WHAT YOU HAVE TO DO — Please reproduce the listing below exactly, leaving out every picture.

--- START ---

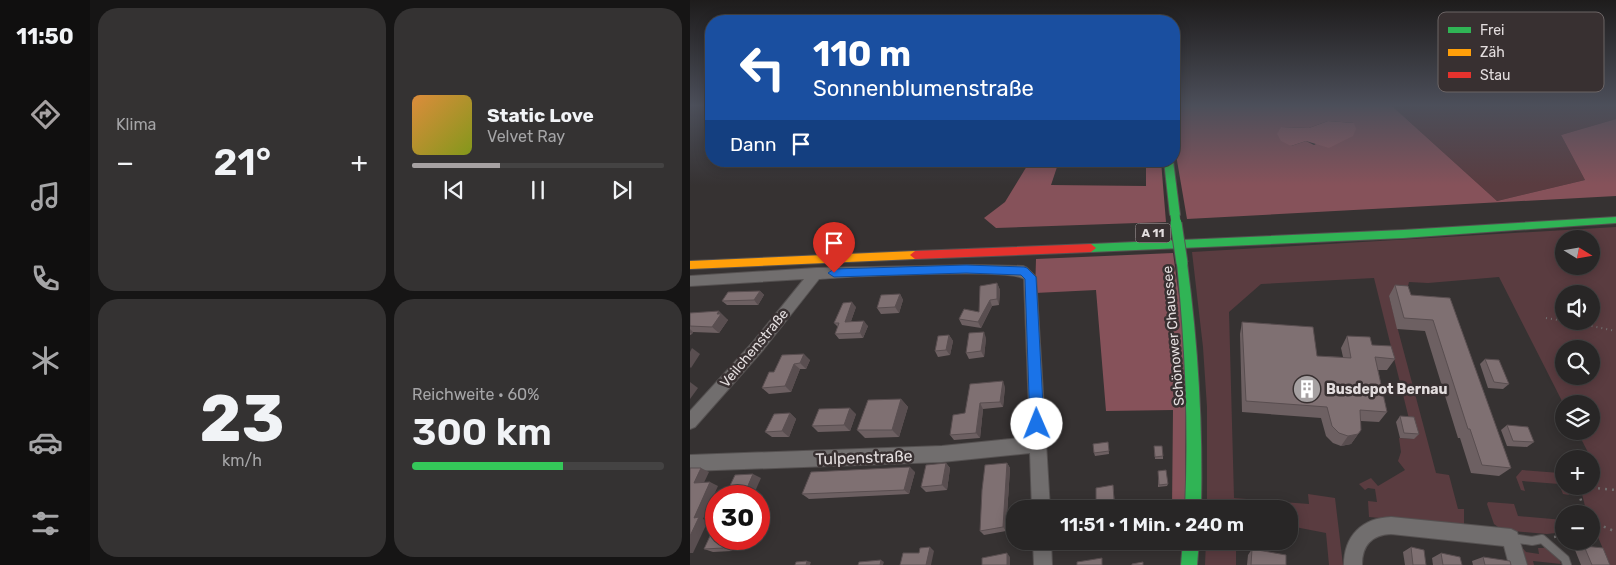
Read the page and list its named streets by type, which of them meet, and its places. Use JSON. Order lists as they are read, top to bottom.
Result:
{
  "streets": {
    "main road": ["A 11", "Schönower Chaussee"],
    "street": ["Veilchenstraße", "Tulpenstraße"]
  },
  "places": {
    "building": ["Busdepot Bernau"]
  },
  "legend": ["Frei", "Zäh", "Stau"],
  "north": "right",
  "page": {
    "tabs": "11:50",
    "tile": [
      "Klima",
      ["23", "km/h"],
      ["Reichweite · 60%", "300 km"]
    ],
    "turn": ["110 m", "Sonnenblumenstraße"],
    "song": ["Static Love", "Velvet Ray"],
    "then": "Dann",
    "heat": ["−", "21°", "+"],
    "map_buttons": ["+", "−"],
    "limit": "30",
    "trip": "11:51 · 1 Min. · 240 m"
  }
}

--- END ---

RESPONSE BELOW —
Read the page and list its named streets by type, which of them meet, and its places. Use JSON. Order lists as they are read, top to bottom.
Result:
{
  "streets": {
    "main road": ["A 11", "Schönower Chaussee"],
    "street": ["Veilchenstraße", "Tulpenstraße"]
  },
  "places": {
    "building": ["Busdepot Bernau"]
  },
  "legend": ["Frei", "Zäh", "Stau"],
  "north": "right",
  "page": {
    "tabs": "11:50",
    "tile": [
      "Klima",
      ["23", "km/h"],
      ["Reichweite · 60%", "300 km"]
    ],
    "turn": ["110 m", "Sonnenblumenstraße"],
    "song": ["Static Love", "Velvet Ray"],
    "then": "Dann",
    "heat": ["−", "21°", "+"],
    "map_buttons": ["+", "−"],
    "limit": "30",
    "trip": "11:51 · 1 Min. · 240 m"
  }
}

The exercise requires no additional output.